Truckers oppose new axle load rule

Gideon Maundu | NATION
Road Transport Association officials Meriana Singo and Yusuf Idd address the press over a new rule to check overloading set to be effected from August 22, 2011. They threatened to withdraw their trucks from the road if the rule was not withdrawn.

What you need to know:

  • We will remove our trucks from the road if the rule on overloading was not withdrawn, threaten transporters

Truckers have demanded the withdrawal of a new rule meant to check overloading.

The transporters threatened to remove their trucks from the road if the rule was not withdrawn.

Road Transport Association (RTA) officials said transporters, with a fleet of 24,000 trucks, want the government to use Gross Vehicle Weight (GVW) to check overloading as happens in the other East Africa Community countries.

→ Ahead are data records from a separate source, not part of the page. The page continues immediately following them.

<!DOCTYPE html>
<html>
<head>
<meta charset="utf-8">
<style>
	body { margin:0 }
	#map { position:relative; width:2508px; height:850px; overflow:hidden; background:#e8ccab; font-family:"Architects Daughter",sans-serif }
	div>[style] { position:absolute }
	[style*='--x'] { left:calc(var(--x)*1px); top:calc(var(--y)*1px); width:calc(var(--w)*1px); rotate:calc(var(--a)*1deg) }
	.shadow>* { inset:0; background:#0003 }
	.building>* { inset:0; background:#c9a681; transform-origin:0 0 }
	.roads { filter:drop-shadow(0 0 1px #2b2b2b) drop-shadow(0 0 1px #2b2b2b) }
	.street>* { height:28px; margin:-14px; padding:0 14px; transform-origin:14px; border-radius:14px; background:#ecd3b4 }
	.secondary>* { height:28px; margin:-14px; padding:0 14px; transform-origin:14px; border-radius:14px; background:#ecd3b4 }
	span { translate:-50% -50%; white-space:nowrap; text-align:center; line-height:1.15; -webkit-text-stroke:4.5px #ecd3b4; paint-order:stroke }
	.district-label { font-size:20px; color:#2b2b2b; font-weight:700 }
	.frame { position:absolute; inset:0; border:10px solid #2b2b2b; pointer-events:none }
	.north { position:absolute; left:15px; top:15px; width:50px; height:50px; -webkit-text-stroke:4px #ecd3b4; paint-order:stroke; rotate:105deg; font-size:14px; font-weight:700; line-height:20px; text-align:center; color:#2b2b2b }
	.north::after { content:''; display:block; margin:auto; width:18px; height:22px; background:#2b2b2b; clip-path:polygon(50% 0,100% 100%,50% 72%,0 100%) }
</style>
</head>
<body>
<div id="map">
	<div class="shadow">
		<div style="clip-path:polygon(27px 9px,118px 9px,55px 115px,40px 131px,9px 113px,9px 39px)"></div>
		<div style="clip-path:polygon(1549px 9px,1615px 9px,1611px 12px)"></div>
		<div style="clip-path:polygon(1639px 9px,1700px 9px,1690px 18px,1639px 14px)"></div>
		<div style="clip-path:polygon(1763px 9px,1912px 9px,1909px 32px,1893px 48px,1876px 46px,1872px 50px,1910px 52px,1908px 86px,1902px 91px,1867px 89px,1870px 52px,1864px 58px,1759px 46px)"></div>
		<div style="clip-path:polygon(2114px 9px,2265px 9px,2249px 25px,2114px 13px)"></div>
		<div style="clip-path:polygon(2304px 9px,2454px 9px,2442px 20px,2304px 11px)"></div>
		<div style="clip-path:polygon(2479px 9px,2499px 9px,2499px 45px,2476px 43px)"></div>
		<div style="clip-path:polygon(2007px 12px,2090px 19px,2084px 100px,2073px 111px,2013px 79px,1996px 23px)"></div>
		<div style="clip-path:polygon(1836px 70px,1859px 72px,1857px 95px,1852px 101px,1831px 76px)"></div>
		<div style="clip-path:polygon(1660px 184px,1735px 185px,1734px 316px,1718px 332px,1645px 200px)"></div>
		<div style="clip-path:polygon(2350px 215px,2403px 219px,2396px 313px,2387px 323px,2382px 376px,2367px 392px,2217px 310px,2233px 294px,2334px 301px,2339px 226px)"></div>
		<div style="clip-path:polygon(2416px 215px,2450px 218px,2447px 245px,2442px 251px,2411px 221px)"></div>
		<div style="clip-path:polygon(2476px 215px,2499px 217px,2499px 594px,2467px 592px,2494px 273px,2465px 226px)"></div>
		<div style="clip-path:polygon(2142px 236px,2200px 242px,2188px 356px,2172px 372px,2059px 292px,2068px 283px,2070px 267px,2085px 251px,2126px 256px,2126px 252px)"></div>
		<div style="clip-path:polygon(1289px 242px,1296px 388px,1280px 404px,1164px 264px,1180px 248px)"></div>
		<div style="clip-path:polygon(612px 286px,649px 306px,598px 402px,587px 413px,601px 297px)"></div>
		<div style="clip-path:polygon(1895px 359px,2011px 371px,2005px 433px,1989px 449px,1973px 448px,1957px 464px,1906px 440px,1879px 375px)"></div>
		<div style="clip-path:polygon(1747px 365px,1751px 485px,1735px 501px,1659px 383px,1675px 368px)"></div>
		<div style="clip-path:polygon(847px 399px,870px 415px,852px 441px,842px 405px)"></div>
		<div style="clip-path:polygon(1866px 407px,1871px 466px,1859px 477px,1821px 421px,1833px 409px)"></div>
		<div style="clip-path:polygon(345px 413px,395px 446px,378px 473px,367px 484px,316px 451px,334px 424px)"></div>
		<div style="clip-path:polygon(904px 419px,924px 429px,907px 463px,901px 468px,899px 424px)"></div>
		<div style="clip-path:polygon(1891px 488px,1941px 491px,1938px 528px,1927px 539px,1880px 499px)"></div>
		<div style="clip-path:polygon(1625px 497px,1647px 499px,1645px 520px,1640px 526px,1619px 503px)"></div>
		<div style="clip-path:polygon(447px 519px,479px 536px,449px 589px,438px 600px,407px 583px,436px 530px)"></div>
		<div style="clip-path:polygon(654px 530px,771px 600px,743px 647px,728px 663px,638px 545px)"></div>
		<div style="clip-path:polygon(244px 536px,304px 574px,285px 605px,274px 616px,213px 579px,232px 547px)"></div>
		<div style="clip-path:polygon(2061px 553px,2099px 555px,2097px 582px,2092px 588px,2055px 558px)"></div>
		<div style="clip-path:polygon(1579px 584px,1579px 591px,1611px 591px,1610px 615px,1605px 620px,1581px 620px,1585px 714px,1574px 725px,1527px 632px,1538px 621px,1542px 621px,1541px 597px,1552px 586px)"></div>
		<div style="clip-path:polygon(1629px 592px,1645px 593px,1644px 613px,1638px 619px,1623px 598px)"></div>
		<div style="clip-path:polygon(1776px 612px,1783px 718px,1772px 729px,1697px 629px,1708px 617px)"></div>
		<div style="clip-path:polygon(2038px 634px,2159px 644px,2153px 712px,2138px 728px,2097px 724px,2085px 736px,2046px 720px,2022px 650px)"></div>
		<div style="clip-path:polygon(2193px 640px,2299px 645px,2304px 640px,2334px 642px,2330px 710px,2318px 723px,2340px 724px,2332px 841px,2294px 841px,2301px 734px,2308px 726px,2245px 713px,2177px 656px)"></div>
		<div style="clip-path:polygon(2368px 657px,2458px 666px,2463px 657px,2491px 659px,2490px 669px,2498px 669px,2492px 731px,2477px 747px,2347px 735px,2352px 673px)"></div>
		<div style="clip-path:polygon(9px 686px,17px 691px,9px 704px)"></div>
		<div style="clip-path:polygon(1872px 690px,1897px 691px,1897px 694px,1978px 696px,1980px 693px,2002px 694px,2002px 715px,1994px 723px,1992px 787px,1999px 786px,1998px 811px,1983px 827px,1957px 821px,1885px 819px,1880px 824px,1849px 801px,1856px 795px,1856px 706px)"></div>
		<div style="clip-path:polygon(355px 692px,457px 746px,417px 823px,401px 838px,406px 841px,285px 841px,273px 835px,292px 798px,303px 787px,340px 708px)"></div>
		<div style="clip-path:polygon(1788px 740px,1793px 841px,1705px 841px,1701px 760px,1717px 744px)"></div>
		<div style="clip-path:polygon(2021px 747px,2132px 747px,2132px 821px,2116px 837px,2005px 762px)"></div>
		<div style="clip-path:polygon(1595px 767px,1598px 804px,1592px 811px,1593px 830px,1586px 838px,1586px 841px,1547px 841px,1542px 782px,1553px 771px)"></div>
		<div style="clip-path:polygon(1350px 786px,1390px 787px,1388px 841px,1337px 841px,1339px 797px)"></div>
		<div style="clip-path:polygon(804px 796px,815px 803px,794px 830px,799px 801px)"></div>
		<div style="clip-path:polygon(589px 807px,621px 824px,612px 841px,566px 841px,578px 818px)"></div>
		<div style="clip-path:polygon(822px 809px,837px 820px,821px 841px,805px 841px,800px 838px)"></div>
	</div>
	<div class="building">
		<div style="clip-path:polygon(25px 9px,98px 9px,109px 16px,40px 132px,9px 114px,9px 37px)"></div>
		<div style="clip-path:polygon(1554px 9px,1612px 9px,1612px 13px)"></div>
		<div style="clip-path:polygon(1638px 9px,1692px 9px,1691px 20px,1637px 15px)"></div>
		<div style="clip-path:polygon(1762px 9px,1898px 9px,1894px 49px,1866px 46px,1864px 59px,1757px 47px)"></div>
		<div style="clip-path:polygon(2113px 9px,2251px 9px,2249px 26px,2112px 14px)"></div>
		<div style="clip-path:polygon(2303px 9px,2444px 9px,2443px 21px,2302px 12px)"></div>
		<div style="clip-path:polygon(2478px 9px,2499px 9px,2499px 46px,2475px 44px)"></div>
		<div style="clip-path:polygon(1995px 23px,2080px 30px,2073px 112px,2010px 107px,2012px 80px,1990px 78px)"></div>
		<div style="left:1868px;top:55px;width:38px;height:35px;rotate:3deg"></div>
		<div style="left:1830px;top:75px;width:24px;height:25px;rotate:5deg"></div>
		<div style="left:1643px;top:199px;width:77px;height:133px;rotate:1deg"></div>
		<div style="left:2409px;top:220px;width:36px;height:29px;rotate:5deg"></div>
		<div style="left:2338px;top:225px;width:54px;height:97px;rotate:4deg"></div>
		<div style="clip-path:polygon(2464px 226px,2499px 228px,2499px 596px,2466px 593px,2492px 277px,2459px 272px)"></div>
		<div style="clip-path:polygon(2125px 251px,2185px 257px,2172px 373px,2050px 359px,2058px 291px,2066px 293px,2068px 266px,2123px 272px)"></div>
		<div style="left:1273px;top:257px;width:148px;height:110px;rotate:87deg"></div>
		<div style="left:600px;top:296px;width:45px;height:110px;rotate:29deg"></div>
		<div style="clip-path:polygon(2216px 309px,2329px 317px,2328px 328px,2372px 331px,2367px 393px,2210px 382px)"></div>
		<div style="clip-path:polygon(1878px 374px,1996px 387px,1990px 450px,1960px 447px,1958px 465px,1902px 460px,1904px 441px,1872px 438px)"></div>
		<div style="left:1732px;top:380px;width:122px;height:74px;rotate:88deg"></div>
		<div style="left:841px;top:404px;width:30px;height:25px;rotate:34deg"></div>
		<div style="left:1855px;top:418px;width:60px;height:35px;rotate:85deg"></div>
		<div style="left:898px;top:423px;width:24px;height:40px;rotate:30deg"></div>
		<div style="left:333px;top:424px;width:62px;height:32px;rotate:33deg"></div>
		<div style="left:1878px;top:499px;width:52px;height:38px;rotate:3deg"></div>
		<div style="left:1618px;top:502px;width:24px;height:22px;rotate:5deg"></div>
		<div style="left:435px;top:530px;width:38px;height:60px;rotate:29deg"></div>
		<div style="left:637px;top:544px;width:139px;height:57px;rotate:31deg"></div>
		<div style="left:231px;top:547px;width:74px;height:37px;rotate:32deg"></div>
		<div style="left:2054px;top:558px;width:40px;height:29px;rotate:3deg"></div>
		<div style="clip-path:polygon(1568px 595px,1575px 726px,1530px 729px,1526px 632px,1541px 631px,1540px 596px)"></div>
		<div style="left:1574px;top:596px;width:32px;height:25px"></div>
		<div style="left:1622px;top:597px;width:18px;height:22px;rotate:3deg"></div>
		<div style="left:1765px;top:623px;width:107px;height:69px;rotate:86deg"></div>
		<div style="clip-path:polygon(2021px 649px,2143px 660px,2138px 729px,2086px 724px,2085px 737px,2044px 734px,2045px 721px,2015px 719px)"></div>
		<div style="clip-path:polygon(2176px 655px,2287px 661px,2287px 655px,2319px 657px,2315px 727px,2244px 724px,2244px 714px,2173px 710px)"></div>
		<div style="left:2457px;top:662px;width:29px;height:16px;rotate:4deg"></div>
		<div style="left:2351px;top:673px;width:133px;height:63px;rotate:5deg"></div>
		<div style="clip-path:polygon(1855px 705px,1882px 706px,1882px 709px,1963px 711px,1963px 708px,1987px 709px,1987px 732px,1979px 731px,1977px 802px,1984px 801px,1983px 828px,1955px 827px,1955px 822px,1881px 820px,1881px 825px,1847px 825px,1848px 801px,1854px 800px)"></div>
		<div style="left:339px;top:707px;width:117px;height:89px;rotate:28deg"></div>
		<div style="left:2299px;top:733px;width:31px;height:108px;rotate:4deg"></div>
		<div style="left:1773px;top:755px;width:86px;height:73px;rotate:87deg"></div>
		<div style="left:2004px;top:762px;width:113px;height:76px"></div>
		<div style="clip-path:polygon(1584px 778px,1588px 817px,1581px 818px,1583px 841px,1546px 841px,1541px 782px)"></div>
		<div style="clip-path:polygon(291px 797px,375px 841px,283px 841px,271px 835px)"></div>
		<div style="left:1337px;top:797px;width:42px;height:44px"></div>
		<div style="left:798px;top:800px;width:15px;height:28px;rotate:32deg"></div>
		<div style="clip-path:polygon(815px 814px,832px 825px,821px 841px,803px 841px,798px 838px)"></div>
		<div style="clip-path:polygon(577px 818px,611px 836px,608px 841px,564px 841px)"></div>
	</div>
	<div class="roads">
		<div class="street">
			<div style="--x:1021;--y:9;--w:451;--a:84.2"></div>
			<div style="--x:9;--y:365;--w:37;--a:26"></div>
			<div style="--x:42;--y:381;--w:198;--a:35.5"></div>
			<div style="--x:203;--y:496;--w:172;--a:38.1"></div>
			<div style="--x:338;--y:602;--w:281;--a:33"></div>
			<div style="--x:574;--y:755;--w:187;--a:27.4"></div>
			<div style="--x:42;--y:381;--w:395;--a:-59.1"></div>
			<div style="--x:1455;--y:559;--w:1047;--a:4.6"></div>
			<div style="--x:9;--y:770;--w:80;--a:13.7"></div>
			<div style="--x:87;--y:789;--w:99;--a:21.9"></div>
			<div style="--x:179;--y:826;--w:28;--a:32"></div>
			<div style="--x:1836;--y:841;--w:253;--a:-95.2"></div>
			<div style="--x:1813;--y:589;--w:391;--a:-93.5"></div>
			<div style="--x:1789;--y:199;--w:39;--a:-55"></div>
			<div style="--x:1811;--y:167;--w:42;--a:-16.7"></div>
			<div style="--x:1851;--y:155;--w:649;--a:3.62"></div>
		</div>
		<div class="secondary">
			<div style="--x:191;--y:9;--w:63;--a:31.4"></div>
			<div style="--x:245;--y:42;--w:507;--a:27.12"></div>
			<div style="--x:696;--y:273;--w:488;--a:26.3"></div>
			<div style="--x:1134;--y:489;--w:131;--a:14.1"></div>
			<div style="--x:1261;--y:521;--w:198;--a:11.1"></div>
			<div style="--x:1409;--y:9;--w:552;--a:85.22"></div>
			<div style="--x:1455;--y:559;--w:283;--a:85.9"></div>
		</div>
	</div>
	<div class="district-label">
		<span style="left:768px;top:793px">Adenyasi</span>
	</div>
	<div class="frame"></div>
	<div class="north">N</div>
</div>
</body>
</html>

“We wish to state that we strongly oppose the move to implement the axle load control because the distribution of the cargo is done at the loading point and we may not know how it is distributed even though the container is within the required limit,” RTA executive officer Meriana Singo said.

Kenya National Highway Authority, in a notice last week, announced that Rule 41 in the Traffic Act, which requires the vehicles to be weighed for GVW and individual axles, would be re-introduced from Monday after it was suspended last year.

The regulations governing overloading in Kenya allow trucks to have a maximum of three axles, each weighing eight tonnes.

In October 2008, President Kibaki issued a directive reducing the number of axles allowed on Kenyan roads from four to three, lowering the limit of the gross weight of a truck to 48 tonnes.

“We note with concern that no attention is given to stop overload of containers from the point of loading, since this would have been the best way forward to allow permissible weight containers through the port,” Ms Singo said.

She added that the government’s failure to harmonise its axle load limits rules with other East Africa countries was leading to huge losses.